Réduire les stimulus responsables de la dépendance

Selon Ciara McCabe, pour se débarrasser d’une dépendance, la clé serait de réduire l’exposition aux signaux que notre cerveau a associés à certaines récompenses. Cela serait plus efficace que de se priver de la récompense elle-même.

Il s’agit d’un point de vue partagé par le Dr Sepah. Selon lui, le jeûne de dopamine n’a pas pour objectif de réduire les niveaux de dopamine. Son approche est plutôt basée sur un type de thérapie cognitivo-comportementale appelée le contrôle du stimulus.

L’idée est de restreindre, pendant une certaine période, les stimulus qui déclenchent le comportement problématique de dépendance. Par exemple, on peut diminuer l’accès à son téléphone ou pratiquer une activité incompatible avec le comportement de dépendance: comme d’aller prendre une marche après le souper plutôt que de se servir une portion de gâteau. Le but est d’affaiblir l’association entre le comportement et la récompense, résumaient en 2022 des chercheurs canadiens dans un article sur le potentiel du jeûne de dopamine pour traiter les comportements de dépendance.
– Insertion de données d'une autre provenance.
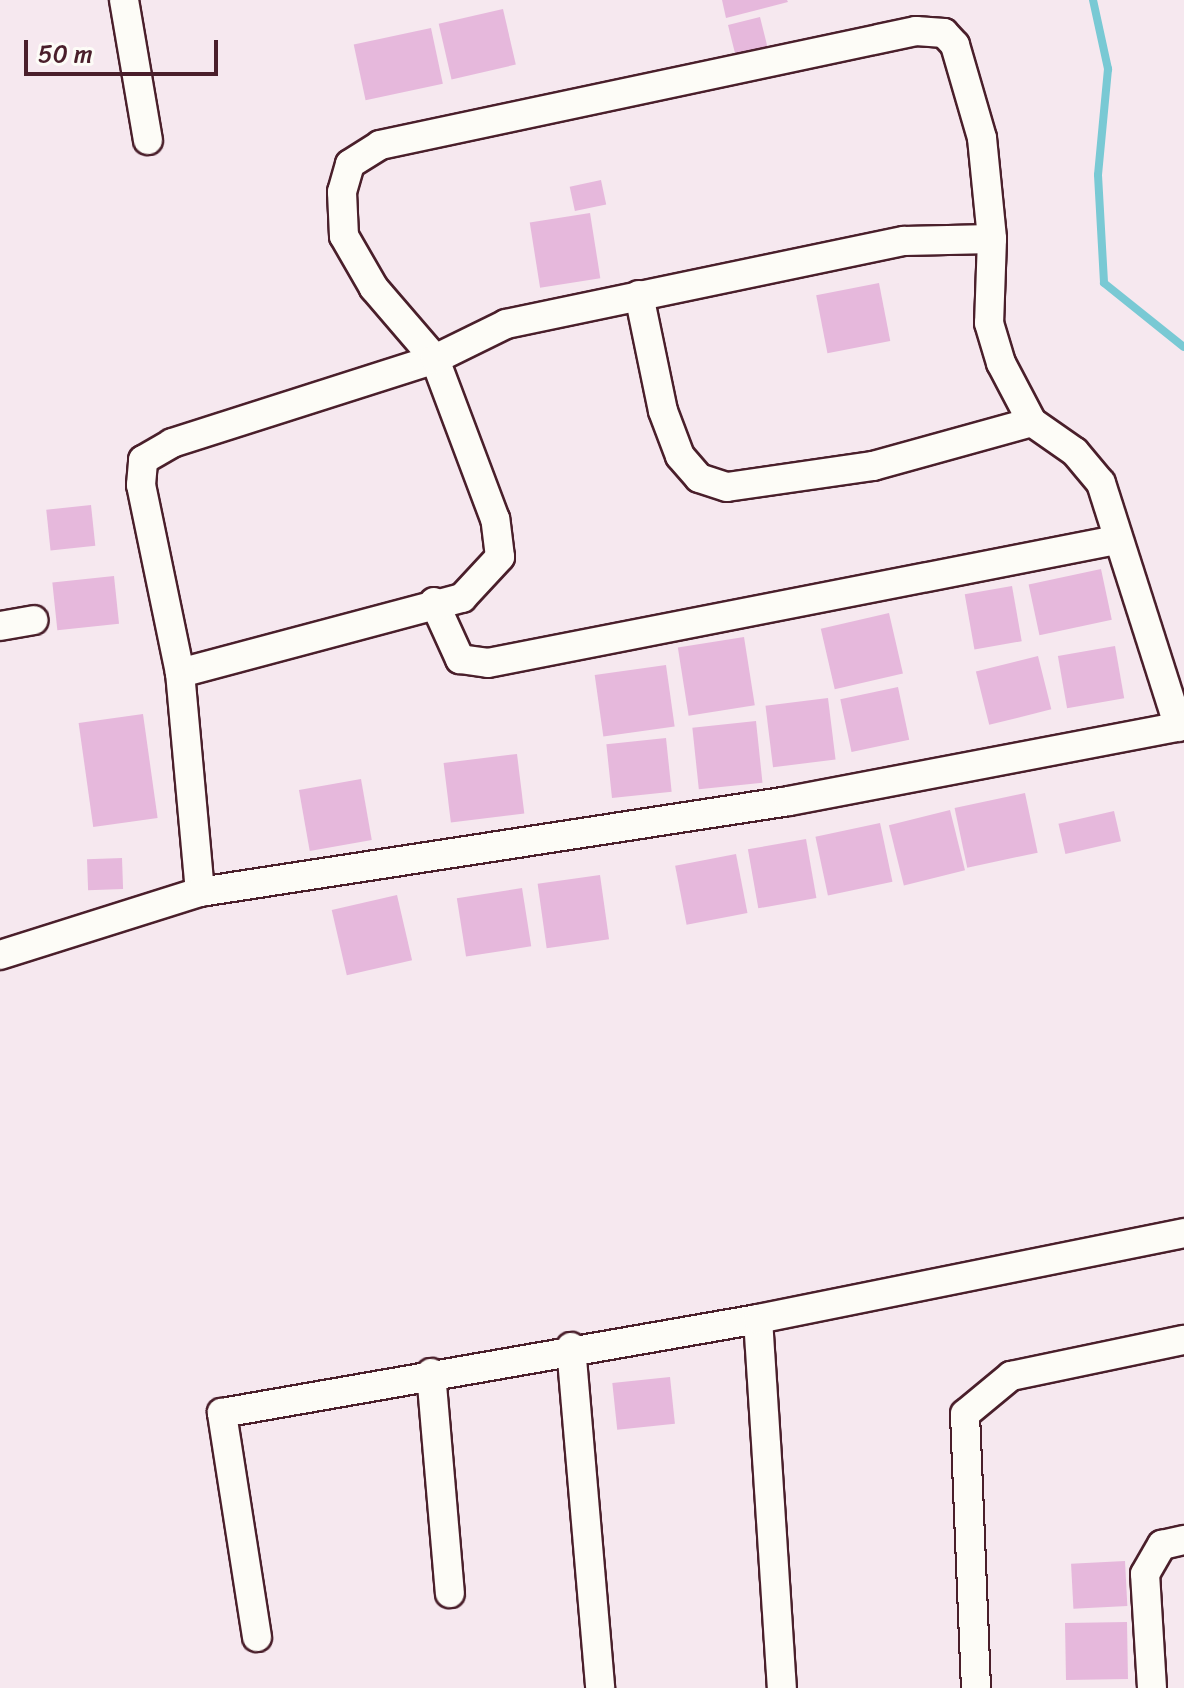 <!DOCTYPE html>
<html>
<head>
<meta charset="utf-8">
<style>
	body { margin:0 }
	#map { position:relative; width:1184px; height:1688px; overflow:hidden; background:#f6e8ef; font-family:Sriracha,sans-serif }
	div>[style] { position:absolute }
	.stream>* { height:8px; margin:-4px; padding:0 4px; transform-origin:4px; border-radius:4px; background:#79c9d4 }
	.building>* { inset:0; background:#e6b8dc; transform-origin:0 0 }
	.roads { filter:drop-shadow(2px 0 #4a1f2b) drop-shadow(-2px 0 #4a1f2b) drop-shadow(0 2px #4a1f2b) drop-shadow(0 -2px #4a1f2b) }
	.minor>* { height:28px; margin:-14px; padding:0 14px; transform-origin:14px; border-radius:14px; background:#fdfcf7 }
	span { translate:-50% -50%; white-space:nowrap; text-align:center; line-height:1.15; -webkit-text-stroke:8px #fdfcf7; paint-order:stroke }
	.scale { position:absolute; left:24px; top:40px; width:194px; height:36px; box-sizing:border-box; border:4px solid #4a1f2b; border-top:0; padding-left:10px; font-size:24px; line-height:28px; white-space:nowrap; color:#4a1f2b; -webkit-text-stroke:6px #fdfcf7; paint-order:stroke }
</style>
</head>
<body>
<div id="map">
	<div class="stream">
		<i style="left:1093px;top:0;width:71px;rotate:77.7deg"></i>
		<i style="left:1108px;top:69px;width:106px;rotate:95.4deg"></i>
		<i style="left:1098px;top:175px;width:108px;rotate:86.8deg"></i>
		<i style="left:1104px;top:283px;width:102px;rotate:38.7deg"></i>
	</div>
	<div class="building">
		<i style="clip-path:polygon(722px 0,787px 0,788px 2px,726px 18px)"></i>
		<i style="left:503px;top:9px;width:57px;height:66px;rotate:77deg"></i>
		<i style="left:760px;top:17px;width:36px;height:33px;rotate:76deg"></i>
		<i style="left:431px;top:28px;width:57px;height:79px;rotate:78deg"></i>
		<i style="left:601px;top:180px;width:25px;height:32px;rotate:78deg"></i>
		<i style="left:590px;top:213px;width:66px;height:61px;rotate:81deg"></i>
		<i style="left:879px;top:283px;width:59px;height:64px;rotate:79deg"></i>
		<i style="left:91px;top:505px;width:41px;height:45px;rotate:84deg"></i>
		<i style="left:1101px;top:569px;width:52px;height:74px;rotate:78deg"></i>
		<i style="left:114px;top:576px;width:48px;height:62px;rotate:84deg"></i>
		<i style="left:1012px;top:586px;width:56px;height:48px;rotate:80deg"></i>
		<i style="left:889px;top:613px;width:62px;height:70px;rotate:77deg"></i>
		<i style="left:744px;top:637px;width:69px;height:67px;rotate:81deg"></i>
		<i style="left:1115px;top:646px;width:53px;height:58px;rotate:80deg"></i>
		<i style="left:1038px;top:656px;width:55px;height:64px;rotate:76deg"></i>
		<i style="left:666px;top:665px;width:62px;height:72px;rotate:82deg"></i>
		<i style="left:898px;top:687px;width:54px;height:59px;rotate:78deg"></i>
		<i style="left:828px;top:698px;width:62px;height:63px;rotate:83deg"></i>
		<i style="left:143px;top:714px;width:105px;height:65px;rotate:82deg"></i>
		<i style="left:756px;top:721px;width:62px;height:64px;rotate:84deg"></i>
		<i style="left:666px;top:738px;width:54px;height:60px;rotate:84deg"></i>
		<i style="left:517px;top:754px;width:60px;height:74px;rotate:83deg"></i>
		<i style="left:361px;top:779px;width:62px;height:63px;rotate:80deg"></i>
		<i style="left:1025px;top:793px;width:61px;height:72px;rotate:78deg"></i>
		<i style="left:950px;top:810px;width:62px;height:63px;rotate:76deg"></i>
		<i style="left:1114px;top:811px;width:31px;height:57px;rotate:77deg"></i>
		<i style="left:880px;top:823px;width:60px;height:66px;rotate:78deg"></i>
		<i style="left:806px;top:839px;width:60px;height:59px;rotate:80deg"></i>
		<i style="left:736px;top:854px;width:60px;height:62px;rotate:79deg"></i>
		<i style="left:122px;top:858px;width:31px;height:35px;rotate:88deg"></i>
		<i style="left:600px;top:875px;width:65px;height:63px;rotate:82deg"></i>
		<i style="left:522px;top:888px;width:59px;height:66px;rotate:81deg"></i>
		<i style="left:397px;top:895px;width:67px;height:67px;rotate:77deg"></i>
		<i style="left:670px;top:1377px;width:47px;height:58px;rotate:84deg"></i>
		<i style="left:1125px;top:1561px;width:45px;height:54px;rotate:87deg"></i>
		<i style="left:1127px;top:1622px;width:57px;height:62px;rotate:89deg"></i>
	</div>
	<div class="roads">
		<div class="minor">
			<i style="left:124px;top:0;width:142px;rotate:80.3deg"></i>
			<i style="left:639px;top:295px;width:118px;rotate:78.3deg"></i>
			<i style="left:663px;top:411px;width:48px;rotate:69.3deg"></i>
			<i style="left:680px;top:456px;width:29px;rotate:49deg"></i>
			<i style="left:699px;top:478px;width:29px;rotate:18deg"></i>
			<i style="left:727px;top:487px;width:148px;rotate:-8.2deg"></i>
			<i style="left:873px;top:466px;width:165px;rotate:-15.5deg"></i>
			<i style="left:434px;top:602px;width:63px;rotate:65.5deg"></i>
			<i style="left:460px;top:659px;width:28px;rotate:8deg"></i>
			<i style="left:488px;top:663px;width:640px;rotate:-11.08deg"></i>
			<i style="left:0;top:626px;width:34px;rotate:-10deg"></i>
			<i style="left:180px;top:673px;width:292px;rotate:-14.9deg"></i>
			<i style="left:462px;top:598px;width:56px;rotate:-47.2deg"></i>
			<i style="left:500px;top:557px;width:38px;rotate:-97deg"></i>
			<i style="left:495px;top:519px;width:171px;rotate:-110.6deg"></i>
			<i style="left:435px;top:359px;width:94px;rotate:-130.7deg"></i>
			<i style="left:374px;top:288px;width:60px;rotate:-120deg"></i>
			<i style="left:344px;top:236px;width:44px;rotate:-92.6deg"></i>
			<i style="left:342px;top:192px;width:29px;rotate:-74deg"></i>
			<i style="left:350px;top:164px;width:36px;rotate:-32deg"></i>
			<i style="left:380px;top:145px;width:548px;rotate:-12.01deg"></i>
			<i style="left:916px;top:31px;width:28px;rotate:4deg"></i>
			<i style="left:944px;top:33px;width:16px;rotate:47deg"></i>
			<i style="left:955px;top:45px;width:97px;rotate:73.8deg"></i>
			<i style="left:982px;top:138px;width:101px;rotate:84.3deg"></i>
			<i style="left:992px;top:239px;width:84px;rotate:92deg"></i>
			<i style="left:989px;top:323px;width:42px;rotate:73.3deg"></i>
			<i style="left:1001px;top:363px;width:67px;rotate:62.3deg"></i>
			<i style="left:1032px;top:422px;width:52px;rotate:34.9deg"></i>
			<i style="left:1075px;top:452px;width:40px;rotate:50deg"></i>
			<i style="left:1101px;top:483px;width:256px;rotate:72.3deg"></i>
			<i style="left:200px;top:892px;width:220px;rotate:-95.2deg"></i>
			<i style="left:180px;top:673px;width:192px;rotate:-101.7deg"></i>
			<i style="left:141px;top:485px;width:25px;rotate:-85deg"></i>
			<i style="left:143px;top:460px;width:34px;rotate:-30deg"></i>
			<i style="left:172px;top:443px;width:276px;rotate:-17.7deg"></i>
			<i style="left:435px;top:359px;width:79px;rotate:-26.2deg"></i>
			<i style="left:506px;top:324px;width:407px;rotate:-11.8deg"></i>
			<i style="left:904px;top:241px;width:88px;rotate:-1.3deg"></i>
			<i style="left:0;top:955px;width:210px;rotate:-17.5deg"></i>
			<i style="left:200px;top:892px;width:596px;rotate:-8.78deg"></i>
			<i style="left:789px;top:801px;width:402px;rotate:-10.8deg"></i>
			<i style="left:758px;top:1319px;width:370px;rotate:86.3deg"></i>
			<i style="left:571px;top:1347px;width:342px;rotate:85.1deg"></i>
			<i style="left:431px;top:1373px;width:221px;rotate:85.1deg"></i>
			<i style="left:257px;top:1637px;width:227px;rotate:-98.9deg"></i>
			<i style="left:222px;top:1413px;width:544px;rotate:-9.95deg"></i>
			<i style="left:758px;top:1319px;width:435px;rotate:-11.4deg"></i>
			<i style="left:976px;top:1688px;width:274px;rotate:-92.3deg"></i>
			<i style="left:965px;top:1414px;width:60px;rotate:-39.6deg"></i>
			<i style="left:1011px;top:1376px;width:177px;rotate:-11.8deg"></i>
			<i style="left:1152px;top:1688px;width:114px;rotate:-93.5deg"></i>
			<i style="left:1145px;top:1574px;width:34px;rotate:-60deg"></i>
			<i style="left:1162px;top:1545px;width:23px;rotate:-13deg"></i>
		</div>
	</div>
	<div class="scale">50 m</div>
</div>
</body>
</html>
Le neuroscientifique John Salamone écrivait en 2020 qu’aucune étude ne permettait de déterminer l’efficacité du jeûne de dopamine. Quatre ans plus tard, les preuves manquaient toujours, selon le psychologue David Tzall, cité sur le site Medscape Medical News.

Des risques?

La professeure Ciara McCabe rappelait pour sa part que la dopamine est impliquée dans de nombreux processus du corps humain, dont le contrôle moteur, la mémoire et l’excitation. On observe d’ailleurs des niveaux de dopamine anormalement bas chez les personnes souffrant de la maladie de Parkinson ou de dépression. Il n’est donc pas recommandé de réduire les quantités de dopamine.

C’est sans compter que, rappelaient les chercheurs canadiens, éviter toutes les activités agréables pourrait aussi être dommageable pour la santé physique et psychologique…

Verdict

Se priver d’activités agréables n’a pas de réels effets sur le système de la dopamine, qui est un neurotransmetteur essentiel au bon fonctionnement du cerveau. Pour se débarrasser des comportements de dépendance, il est préférable d’éviter les incitatifs ou les stimulus qui y sont associés.